╔══

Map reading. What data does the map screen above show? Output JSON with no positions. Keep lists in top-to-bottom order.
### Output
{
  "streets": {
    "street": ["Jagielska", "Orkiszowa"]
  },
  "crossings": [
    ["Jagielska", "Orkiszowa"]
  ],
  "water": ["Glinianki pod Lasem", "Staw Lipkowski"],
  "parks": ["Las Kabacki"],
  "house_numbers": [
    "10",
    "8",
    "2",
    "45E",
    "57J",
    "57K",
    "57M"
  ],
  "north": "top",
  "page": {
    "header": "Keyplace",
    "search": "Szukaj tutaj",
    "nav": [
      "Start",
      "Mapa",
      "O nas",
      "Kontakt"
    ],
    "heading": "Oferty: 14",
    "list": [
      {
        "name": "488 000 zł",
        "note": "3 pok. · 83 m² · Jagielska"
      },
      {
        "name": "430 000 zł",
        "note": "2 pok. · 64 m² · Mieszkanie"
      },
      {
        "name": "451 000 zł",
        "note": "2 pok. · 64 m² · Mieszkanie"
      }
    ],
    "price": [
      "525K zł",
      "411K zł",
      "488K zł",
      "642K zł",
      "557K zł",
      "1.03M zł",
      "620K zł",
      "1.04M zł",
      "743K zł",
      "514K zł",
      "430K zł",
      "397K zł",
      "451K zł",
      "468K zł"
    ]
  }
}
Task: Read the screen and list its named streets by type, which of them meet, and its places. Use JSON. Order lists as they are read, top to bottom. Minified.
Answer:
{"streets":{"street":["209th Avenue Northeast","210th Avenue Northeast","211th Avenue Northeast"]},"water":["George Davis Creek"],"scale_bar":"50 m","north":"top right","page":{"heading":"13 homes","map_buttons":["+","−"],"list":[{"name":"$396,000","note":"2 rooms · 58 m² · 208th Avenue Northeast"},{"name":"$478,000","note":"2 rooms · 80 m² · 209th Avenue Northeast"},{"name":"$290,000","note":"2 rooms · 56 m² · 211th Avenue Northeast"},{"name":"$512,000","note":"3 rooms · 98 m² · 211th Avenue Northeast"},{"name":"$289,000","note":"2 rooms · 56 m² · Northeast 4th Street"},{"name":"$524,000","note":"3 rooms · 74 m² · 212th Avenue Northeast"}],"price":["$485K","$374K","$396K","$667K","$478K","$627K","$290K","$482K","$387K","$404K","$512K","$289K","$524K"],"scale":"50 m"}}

╚══

REQUIREMENT:
Repeat the entries above exactly, beginning at their first line and ending with the line that contains "Task: Read the", with nothing added.

EXERCISE RESULT:
Map reading. What data does the map screen above show? Output JSON with no positions. Keep lists in top-to-bottom order.
### Output
{
  "streets": {
    "street": ["Jagielska", "Orkiszowa"]
  },
  "crossings": [
    ["Jagielska", "Orkiszowa"]
  ],
  "water": ["Glinianki pod Lasem", "Staw Lipkowski"],
  "parks": ["Las Kabacki"],
  "house_numbers": [
    "10",
    "8",
    "2",
    "45E",
    "57J",
    "57K",
    "57M"
  ],
  "north": "top",
  "page": {
    "header": "Keyplace",
    "search": "Szukaj tutaj",
    "nav": [
      "Start",
      "Mapa",
      "O nas",
      "Kontakt"
    ],
    "heading": "Oferty: 14",
    "list": [
      {
        "name": "488 000 zł",
        "note": "3 pok. · 83 m² · Jagielska"
      },
      {
        "name": "430 000 zł",
        "note": "2 pok. · 64 m² · Mieszkanie"
      },
      {
        "name": "451 000 zł",
        "note": "2 pok. · 64 m² · Mieszkanie"
      }
    ],
    "price": [
      "525K zł",
      "411K zł",
      "488K zł",
      "642K zł",
      "557K zł",
      "1.03M zł",
      "620K zł",
      "1.04M zł",
      "743K zł",
      "514K zł",
      "430K zł",
      "397K zł",
      "451K zł",
      "468K zł"
    ]
  }
}
Task: Read the screen and list its named streets by type, which of them meet, and its places. Use JSON. Order lists as they are read, top to bottom. Minified.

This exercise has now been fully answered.